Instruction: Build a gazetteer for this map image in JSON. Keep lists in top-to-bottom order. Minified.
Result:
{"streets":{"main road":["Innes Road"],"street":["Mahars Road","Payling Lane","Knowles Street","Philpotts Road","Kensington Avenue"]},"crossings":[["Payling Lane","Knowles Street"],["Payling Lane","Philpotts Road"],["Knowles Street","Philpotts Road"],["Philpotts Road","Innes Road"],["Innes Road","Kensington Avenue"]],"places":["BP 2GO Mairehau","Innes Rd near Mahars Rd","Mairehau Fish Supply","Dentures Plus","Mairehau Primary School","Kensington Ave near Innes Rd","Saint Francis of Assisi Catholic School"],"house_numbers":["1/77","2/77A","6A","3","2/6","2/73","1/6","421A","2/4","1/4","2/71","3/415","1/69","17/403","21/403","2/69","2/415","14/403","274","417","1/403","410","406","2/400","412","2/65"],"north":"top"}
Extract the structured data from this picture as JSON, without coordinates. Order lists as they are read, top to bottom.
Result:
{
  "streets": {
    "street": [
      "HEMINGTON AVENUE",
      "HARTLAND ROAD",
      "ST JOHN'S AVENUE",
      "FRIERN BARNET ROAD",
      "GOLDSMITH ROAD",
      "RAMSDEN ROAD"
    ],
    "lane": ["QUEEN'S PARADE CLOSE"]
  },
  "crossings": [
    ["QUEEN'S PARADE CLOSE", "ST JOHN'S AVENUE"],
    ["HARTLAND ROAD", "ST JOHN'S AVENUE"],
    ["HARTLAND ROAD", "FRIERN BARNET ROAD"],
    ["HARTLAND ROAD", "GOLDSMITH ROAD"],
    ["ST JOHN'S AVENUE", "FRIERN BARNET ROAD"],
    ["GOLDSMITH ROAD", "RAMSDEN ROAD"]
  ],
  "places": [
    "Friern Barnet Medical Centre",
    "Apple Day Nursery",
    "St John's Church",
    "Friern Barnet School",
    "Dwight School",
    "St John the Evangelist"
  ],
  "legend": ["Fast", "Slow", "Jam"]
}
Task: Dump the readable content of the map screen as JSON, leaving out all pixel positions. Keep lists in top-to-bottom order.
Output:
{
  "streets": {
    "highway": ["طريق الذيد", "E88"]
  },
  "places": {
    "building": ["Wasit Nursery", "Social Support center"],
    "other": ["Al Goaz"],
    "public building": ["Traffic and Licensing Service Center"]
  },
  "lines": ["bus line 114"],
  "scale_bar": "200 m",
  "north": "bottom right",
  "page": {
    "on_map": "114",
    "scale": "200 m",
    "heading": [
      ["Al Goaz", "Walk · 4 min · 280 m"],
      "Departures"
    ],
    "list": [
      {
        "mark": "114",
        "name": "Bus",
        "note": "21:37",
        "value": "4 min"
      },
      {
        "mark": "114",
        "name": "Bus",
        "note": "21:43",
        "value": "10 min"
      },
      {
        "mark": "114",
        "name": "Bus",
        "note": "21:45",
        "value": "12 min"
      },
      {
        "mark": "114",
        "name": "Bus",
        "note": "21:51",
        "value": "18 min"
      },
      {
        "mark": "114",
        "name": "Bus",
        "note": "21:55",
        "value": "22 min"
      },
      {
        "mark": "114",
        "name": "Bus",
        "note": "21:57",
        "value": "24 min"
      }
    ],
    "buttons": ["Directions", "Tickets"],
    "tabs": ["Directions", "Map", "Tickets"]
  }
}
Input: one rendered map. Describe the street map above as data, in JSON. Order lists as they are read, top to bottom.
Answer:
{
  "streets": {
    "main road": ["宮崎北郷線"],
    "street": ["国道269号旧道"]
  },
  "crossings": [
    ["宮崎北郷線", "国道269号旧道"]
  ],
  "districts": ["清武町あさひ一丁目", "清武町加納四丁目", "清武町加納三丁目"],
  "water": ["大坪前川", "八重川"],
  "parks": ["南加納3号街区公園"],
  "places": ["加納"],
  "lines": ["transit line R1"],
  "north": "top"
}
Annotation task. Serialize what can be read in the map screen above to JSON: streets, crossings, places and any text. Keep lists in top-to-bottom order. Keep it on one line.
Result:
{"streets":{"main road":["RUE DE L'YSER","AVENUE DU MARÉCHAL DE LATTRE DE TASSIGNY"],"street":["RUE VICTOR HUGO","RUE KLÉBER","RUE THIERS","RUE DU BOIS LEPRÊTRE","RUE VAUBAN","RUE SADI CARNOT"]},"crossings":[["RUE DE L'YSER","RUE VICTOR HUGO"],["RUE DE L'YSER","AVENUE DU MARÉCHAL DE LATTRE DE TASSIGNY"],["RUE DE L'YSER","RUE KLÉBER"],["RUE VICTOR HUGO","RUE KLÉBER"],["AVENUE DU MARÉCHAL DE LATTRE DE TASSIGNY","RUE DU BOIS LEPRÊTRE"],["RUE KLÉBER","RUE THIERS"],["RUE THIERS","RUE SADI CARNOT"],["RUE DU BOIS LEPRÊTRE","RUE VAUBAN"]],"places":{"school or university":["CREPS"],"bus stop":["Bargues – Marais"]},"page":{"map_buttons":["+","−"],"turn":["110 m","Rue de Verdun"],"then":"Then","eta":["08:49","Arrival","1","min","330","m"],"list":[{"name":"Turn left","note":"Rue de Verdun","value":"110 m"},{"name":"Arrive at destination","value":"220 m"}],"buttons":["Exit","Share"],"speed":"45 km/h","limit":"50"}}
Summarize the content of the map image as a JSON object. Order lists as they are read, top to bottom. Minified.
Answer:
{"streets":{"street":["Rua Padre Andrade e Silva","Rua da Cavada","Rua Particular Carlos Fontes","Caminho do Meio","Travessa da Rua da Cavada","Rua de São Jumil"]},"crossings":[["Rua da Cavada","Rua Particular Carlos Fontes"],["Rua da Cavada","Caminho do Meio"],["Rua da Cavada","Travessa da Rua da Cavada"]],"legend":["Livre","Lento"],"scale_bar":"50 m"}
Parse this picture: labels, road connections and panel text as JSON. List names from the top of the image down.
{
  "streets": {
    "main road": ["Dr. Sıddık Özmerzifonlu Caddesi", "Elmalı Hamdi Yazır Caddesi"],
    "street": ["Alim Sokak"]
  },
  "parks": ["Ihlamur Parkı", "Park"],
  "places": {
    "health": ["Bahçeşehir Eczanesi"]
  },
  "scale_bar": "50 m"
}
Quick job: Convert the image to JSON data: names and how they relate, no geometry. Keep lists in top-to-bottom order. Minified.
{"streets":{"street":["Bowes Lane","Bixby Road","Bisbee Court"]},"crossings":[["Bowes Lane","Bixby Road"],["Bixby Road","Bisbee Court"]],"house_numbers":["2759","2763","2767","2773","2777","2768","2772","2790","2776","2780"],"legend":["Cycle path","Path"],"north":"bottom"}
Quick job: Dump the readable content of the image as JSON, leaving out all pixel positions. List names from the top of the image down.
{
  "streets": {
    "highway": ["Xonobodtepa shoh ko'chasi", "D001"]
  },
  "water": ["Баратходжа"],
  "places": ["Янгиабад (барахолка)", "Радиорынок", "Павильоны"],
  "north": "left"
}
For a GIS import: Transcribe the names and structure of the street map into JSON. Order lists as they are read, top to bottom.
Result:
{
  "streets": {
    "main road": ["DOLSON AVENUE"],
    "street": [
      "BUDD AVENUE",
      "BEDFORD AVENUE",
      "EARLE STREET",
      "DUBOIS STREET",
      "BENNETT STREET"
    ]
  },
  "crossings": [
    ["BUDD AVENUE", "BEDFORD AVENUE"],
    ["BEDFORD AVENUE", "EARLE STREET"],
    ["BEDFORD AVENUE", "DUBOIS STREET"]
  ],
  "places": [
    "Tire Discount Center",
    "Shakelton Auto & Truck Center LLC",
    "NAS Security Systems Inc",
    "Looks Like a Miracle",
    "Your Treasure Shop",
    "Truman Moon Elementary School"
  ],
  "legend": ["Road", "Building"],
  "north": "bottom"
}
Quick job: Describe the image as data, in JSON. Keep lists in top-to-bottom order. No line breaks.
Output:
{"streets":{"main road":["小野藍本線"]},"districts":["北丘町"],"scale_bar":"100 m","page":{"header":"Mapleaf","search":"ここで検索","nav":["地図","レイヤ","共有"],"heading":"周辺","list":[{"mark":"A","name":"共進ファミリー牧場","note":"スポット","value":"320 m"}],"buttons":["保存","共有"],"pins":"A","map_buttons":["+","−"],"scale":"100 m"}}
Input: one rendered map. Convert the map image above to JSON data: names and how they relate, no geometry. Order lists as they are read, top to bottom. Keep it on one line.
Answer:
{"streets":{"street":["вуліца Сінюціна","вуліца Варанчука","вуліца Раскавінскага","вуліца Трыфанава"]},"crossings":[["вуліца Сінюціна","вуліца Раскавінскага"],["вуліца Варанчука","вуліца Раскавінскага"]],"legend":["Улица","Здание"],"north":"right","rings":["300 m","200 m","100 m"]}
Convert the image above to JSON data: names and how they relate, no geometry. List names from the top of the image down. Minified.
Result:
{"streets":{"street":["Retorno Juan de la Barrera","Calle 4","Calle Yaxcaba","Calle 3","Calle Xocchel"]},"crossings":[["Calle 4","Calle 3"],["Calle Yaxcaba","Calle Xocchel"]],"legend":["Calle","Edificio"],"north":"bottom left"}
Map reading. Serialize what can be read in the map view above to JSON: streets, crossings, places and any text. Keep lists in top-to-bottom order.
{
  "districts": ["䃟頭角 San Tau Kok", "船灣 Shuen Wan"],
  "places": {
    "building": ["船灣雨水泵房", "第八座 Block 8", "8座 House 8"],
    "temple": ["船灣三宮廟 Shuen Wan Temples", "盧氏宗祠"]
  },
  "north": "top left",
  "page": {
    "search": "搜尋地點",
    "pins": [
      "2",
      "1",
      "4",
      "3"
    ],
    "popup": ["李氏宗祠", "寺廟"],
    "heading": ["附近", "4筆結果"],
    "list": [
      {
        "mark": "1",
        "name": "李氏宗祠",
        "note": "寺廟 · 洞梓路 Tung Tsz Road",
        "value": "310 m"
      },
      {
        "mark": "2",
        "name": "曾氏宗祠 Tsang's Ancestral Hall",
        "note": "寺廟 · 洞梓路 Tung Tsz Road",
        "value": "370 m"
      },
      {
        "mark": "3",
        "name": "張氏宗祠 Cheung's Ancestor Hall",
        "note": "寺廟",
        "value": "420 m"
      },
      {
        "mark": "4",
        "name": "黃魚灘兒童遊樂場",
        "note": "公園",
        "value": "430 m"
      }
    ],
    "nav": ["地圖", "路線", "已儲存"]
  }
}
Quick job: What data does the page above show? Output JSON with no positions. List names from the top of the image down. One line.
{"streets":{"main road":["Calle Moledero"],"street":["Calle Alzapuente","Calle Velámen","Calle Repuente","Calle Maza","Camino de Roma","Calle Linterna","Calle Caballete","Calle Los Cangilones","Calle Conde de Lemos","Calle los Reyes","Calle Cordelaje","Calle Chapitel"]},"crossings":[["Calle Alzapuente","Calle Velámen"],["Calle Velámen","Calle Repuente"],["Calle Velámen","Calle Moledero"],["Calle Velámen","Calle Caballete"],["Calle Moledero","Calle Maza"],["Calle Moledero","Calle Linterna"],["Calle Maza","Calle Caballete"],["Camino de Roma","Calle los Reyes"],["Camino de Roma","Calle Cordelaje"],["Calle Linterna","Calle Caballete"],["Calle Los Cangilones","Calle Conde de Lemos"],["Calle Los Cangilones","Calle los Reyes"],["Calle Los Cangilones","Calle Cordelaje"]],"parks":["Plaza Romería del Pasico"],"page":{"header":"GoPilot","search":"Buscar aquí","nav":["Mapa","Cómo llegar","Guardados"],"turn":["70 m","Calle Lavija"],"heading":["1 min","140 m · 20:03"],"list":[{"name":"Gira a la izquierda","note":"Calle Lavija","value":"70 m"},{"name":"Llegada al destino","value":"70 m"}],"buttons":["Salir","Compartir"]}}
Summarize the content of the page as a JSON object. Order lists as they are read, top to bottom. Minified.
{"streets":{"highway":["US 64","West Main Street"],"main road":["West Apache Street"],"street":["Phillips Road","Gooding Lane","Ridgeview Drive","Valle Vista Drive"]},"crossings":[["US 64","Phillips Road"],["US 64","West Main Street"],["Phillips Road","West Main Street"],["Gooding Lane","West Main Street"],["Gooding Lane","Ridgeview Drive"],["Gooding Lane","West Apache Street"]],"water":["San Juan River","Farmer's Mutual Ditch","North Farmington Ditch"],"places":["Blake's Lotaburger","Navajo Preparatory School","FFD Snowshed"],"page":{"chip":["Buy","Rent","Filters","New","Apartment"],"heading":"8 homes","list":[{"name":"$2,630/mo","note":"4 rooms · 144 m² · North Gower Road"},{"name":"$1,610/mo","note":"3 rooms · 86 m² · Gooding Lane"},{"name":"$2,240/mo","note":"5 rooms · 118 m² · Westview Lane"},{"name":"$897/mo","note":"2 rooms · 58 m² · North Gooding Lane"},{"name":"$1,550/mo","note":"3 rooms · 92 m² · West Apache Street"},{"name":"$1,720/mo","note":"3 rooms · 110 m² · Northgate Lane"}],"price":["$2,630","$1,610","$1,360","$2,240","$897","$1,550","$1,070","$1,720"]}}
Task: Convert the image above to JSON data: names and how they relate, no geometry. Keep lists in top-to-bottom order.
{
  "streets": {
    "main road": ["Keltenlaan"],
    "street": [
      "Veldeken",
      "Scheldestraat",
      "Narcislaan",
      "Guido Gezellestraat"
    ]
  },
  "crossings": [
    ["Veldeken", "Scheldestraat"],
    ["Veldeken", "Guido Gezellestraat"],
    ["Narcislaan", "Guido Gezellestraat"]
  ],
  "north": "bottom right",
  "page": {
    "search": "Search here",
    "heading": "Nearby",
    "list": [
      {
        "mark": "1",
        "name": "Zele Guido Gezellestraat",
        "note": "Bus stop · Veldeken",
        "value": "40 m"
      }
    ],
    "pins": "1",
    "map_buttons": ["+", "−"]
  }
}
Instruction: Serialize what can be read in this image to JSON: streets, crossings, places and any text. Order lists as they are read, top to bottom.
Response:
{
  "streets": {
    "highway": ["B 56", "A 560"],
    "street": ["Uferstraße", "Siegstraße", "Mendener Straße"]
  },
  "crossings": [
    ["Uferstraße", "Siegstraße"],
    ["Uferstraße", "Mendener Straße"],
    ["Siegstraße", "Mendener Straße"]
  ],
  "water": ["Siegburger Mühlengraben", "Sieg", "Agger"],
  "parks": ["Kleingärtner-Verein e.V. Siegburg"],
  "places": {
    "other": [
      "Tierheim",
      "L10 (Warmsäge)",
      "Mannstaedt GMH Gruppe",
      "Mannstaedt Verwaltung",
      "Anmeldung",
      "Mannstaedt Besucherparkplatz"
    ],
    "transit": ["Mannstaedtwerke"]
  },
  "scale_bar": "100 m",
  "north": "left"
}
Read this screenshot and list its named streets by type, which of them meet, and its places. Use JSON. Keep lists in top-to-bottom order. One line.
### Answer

◆ **WORK TASK**
Extract every line above that contains the word "Instruction".

◆ **PROBLEM SOLUTION**
Instruction: Build a gazetteer for this map image in JSON. Keep lists in top-to-bottom order. Minified.
Instruction: Serialize what can be read in this image to JSON: streets, crossings, places and any text. Order lists as they are read, top to bottom.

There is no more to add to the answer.